• **Problem requirements**
Please retype the records below exactly as they appear, leaving out every picture.
::: Source data :::
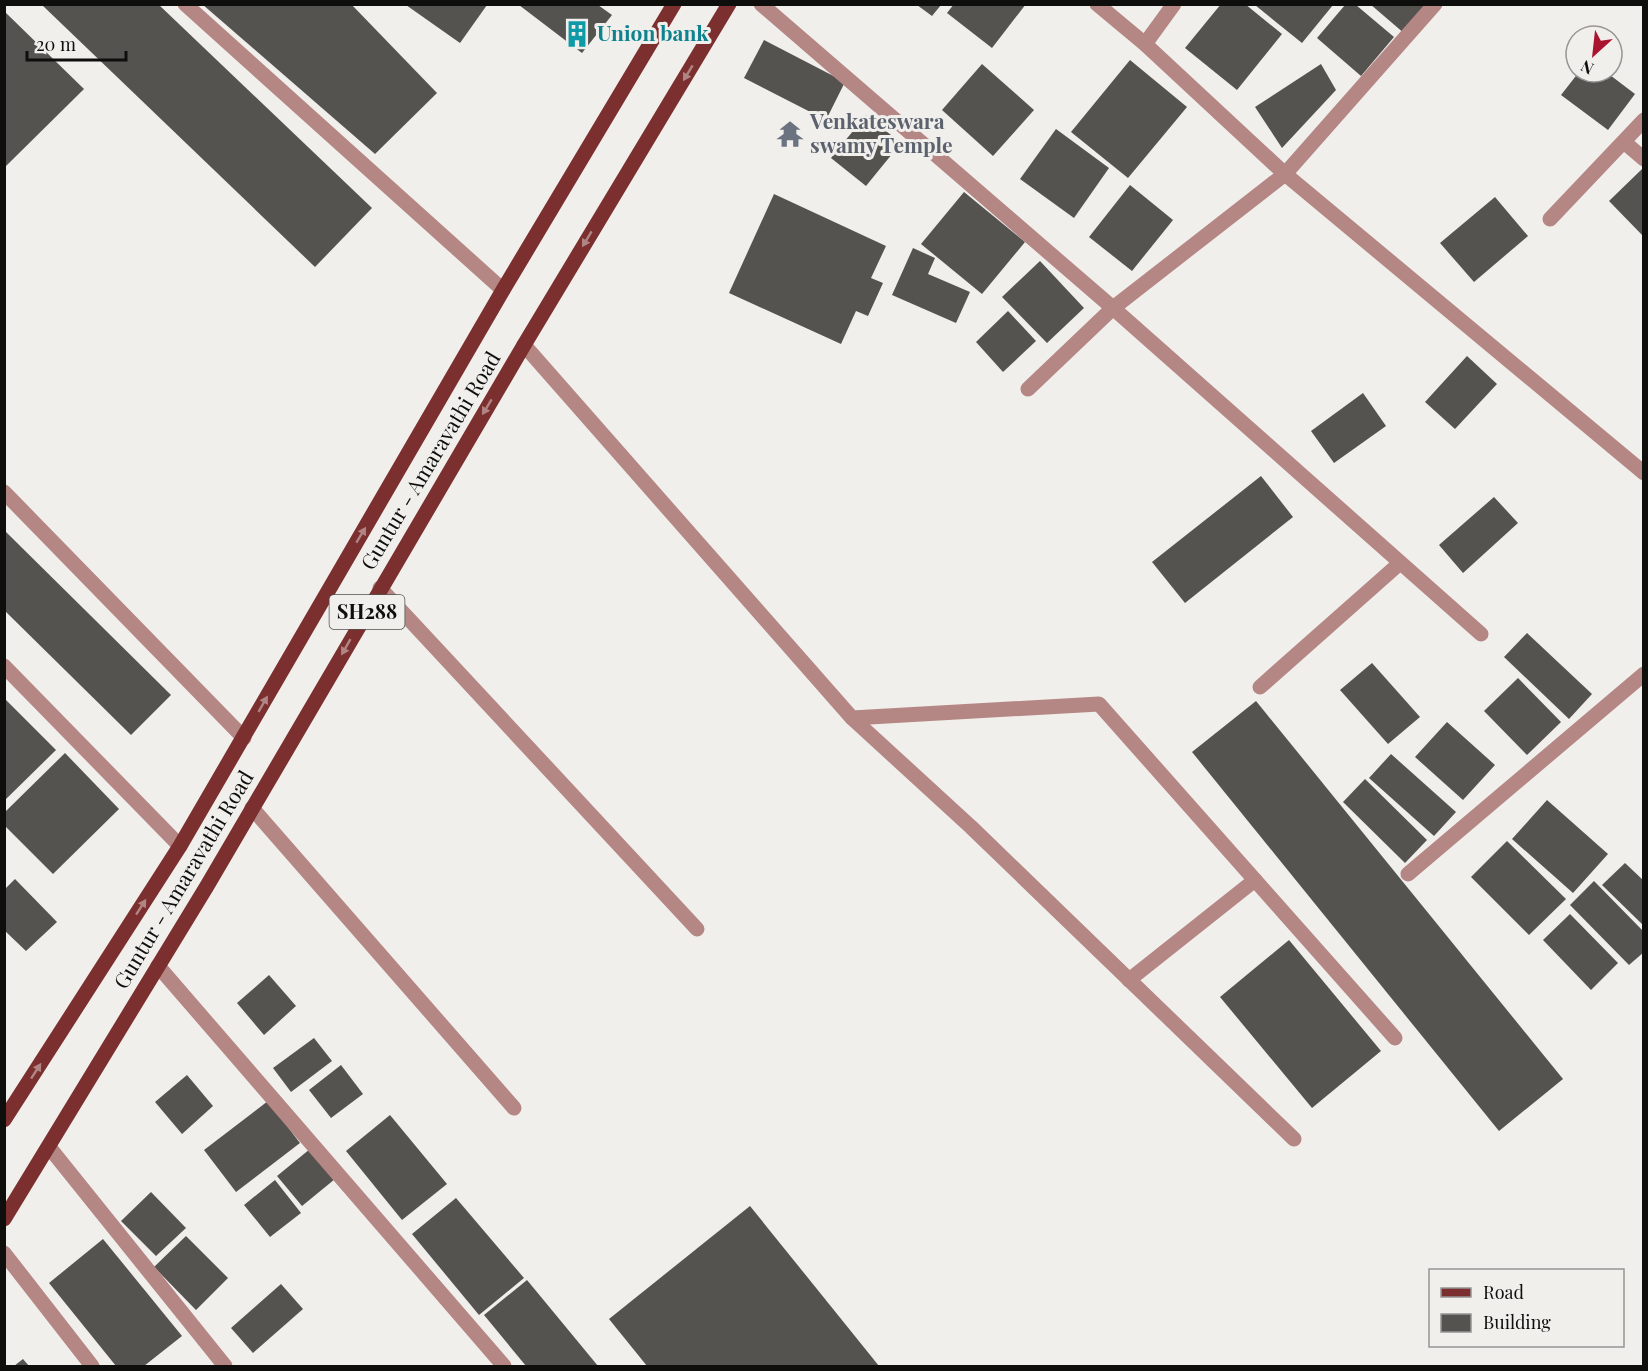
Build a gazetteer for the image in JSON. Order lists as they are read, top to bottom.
{
  "streets": {
    "main road": ["Guntur - Amaravathi Road", "SH288"]
  },
  "places": {
    "building": ["Union bank"],
    "temple": ["Venkateswara swamy Temple"]
  },
  "legend": ["Road", "Building"],
  "scale_bar": "20 m",
  "north": "bottom left"
}
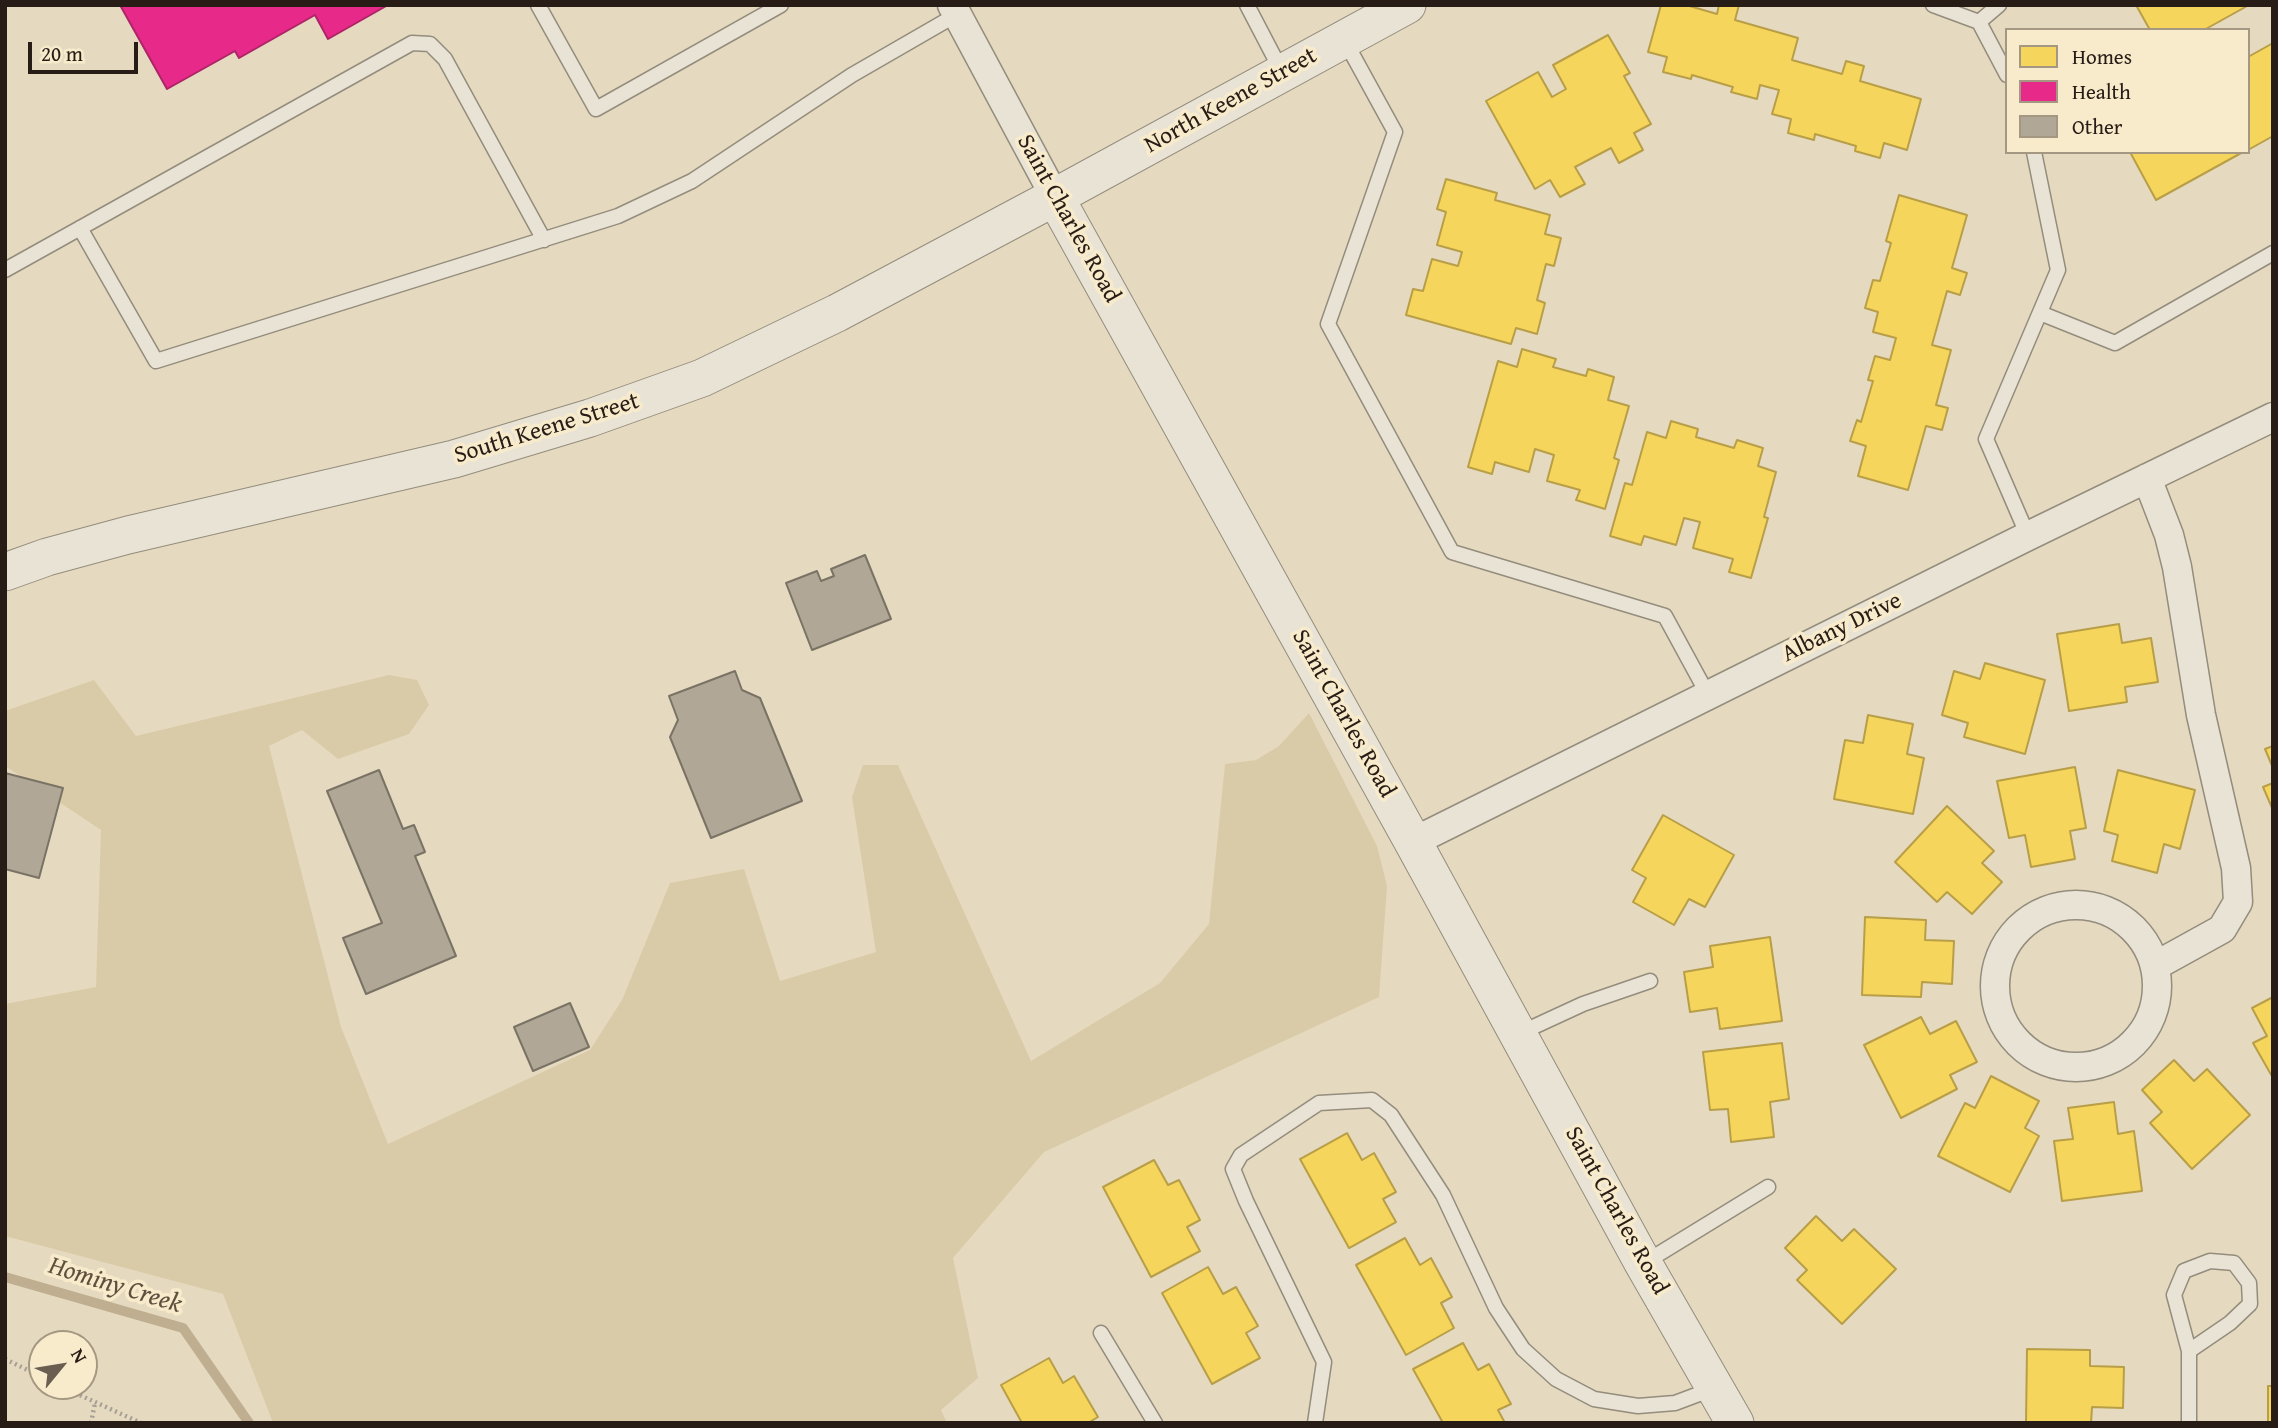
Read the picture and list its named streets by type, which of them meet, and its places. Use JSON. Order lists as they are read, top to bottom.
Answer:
{
  "streets": {
    "street": [
      "North Keene Street",
      "Saint Charles Road",
      "South Keene Street",
      "Albany Drive"
    ]
  },
  "crossings": [
    ["North Keene Street", "Saint Charles Road"],
    ["North Keene Street", "South Keene Street"],
    ["Saint Charles Road", "South Keene Street"],
    ["Saint Charles Road", "Albany Drive"]
  ],
  "water": ["Hominy Creek"],
  "legend": ["Homes", "Health", "Other"],
  "scale_bar": "20 m",
  "north": "top right"
}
:::
• **Solution for this problem**
Build a gazetteer for the image in JSON. Order lists as they are read, top to bottom.
{
  "streets": {
    "main road": ["Guntur - Amaravathi Road", "SH288"]
  },
  "places": {
    "building": ["Union bank"],
    "temple": ["Venkateswara swamy Temple"]
  },
  "legend": ["Road", "Building"],
  "scale_bar": "20 m",
  "north": "bottom left"
}
Read the picture and list its named streets by type, which of them meet, and its places. Use JSON. Order lists as they are read, top to bottom.
Answer:
{
  "streets": {
    "street": [
      "North Keene Street",
      "Saint Charles Road",
      "South Keene Street",
      "Albany Drive"
    ]
  },
  "crossings": [
    ["North Keene Street", "Saint Charles Road"],
    ["North Keene Street", "South Keene Street"],
    ["Saint Charles Road", "South Keene Street"],
    ["Saint Charles Road", "Albany Drive"]
  ],
  "water": ["Hominy Creek"],
  "legend": ["Homes", "Health", "Other"],
  "scale_bar": "20 m",
  "north": "top right"
}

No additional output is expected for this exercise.